Fraud
Listen. We like to have fun around here. We kid, we joke, we embellish and hyperbolize and mix a few metaphors, all in the name of telling a good story.
But I assure you the following is 100% true. The names have NOT been changed to protect the innocent. I couldn’t make these up if I tried. There are limits to creativity.
That said, please enjoy this story of my small misfortune.
You know it’s going to be a rough day when you wake up to a text from your credit card company:
Did you make this purchase from Yves Saint Laurent for $725?
I imagined the suspicious credit card fraud person flagging the charge. They must have gasped and shouted, “What’s all this? Carrie, shopping at Yves Saint Laurent? But she still buys sunglasses at the gas station!” Then they probably turned slowly to their neighbor and said in a low voice, “Some mischief is afoot.”
I quickly checked my email and yes, there was an email from YSL asking me to activate my account.
"Wot?” I said aloud, still quite groggy. “Did I go sleep-shopping last night?”
If so, it must have been quite a spree, for there were other emails. Dozens of them.
Please confirm your account at Damn Near Kilt ‘Em, one said.
And another: Congrats! Your account has been created at MadGerbilUK!
And then: Thank you for signing up to support the San Francisco Ballet.
“What happened last night?” I asked no one in particular.
The accounts were made in nondescript male names: JacobSamuel1 was confirmed at a shop called Just BB Guns, MichaelJosh was all set to start shopping at DreamHorses.com, and Thomas86340 (the jetsetter of the group, apparently) had opened accounts with several German and Russian sites.
However, as I read through the emails, I started to think of this mystery…individual? team of miscreants? as Alternate Carrie. The Carrie I might have been if I’d indulged all of my slightest, most trifling whims. Each email gave another little clue as to Alternate Carrie’s interests. She likes to garden (Vermont Bean Seed Company).
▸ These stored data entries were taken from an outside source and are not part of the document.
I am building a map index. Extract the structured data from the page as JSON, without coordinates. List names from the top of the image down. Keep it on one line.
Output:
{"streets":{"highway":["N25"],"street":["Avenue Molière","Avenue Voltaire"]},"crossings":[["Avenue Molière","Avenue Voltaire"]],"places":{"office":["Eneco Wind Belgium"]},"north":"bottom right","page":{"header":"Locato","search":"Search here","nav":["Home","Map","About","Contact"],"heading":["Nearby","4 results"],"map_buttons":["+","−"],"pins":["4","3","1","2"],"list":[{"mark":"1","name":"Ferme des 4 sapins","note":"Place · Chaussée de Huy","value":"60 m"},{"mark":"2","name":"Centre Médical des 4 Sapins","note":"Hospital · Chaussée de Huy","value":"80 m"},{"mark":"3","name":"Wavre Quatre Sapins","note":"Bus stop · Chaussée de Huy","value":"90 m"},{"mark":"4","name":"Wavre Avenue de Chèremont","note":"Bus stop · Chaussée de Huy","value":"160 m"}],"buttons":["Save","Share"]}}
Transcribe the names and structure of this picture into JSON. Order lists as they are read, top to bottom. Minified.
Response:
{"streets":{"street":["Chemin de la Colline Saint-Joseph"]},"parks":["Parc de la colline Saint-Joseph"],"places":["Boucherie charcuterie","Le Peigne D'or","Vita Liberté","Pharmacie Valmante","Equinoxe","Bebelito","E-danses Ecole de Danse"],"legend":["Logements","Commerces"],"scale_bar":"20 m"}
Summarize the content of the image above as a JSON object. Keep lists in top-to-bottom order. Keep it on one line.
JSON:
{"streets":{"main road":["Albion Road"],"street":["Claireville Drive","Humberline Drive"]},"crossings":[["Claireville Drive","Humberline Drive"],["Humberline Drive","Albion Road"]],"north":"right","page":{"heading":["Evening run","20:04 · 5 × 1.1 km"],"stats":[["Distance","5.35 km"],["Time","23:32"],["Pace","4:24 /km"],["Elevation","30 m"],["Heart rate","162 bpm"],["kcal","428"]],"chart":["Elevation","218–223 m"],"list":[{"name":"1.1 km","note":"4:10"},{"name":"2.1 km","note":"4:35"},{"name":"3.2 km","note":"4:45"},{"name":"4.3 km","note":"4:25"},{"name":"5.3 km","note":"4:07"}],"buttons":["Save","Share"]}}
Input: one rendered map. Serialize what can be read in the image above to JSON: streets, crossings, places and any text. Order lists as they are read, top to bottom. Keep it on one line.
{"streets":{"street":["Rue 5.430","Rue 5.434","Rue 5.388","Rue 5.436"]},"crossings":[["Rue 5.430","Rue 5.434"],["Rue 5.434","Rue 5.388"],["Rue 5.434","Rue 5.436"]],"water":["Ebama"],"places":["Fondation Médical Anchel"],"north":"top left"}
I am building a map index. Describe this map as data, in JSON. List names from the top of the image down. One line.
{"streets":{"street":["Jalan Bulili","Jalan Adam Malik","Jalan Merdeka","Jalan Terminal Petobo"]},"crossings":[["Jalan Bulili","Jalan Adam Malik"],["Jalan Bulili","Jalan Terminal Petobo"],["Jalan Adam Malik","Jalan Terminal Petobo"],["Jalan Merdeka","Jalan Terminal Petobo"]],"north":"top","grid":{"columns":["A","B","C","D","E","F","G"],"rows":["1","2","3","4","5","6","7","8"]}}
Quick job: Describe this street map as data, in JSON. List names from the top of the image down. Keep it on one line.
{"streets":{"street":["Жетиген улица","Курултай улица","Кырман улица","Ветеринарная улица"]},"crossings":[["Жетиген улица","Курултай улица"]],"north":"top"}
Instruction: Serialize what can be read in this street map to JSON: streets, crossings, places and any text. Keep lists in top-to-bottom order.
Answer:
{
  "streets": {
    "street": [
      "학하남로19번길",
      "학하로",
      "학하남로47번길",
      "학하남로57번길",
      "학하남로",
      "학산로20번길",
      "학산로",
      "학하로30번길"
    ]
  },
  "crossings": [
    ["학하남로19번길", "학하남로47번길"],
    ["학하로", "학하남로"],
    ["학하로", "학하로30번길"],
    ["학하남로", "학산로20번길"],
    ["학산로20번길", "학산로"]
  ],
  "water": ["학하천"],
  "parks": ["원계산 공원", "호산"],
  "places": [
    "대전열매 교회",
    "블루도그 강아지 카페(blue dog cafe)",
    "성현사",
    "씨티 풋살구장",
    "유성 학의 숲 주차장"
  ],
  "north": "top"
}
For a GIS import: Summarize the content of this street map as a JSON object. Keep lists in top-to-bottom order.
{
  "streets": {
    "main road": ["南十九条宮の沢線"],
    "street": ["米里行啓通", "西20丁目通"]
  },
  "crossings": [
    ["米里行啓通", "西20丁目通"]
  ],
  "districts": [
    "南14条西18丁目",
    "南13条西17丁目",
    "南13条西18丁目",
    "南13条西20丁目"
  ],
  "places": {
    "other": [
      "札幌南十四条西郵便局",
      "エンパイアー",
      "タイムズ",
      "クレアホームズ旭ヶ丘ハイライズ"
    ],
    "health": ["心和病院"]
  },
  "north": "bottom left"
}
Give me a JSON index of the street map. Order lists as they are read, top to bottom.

She appreciates model trains (Legacy Station). She’s an avid vaper (AvidVaper.com). She has some questions, and she thinks Catholicism may have the answers (Catholicism Has the Answer).
Five hundred eighty-eight emails, five hundred eighty-eight clues.
YSL was the only place she’d successfully made a purchase with my credit card, but here are a few more sites Alternate Carrie hoped to patronize:
BeanBagBazaar
Sassy Spud
Petsmart Nigeria
Kidcarz.com
GayCities (“The city guide created by people like you.”)
Seal Beach Police
“SINNER’s BONES”
Pickleball Superstore
pet o’clock
Bearded Skullz BC
My Fish Room
Tool Depot 24/7
Staple Pigeon
Mysecret wigs
ELK
boohooMAN
Jerky.com
2Kool4Skool
Margaritaville Apparel
Pink Chicken
Super Luxury Business Cards
Brooke’s Candy Co. (I would consider keeping this one)
Alpaca Direct (this one, too)
Fascia Expert
Academia Furniture
Undercover Lingerie (for spies—a poison dart pops out of the underwire!)
Age of Wonders Heaven Forum
Hospice Lotteries Association
Dinosaw
The Lightbulb Co.
ron (I’m extra wary of opening this one)
After a while, I wandered over to the Yves Saint Laurent website, wondering what Alternate Carrie had purchased. Not a dress, certainly, or a faux-fur jacket—those sell for thousands of dollars. Even a bikini top runs close to $900, and that’s made of roughly five inches of fabric. She wouldn’t buy a purse or a necklace or a denim ball cap that could pay my mortgage for a month…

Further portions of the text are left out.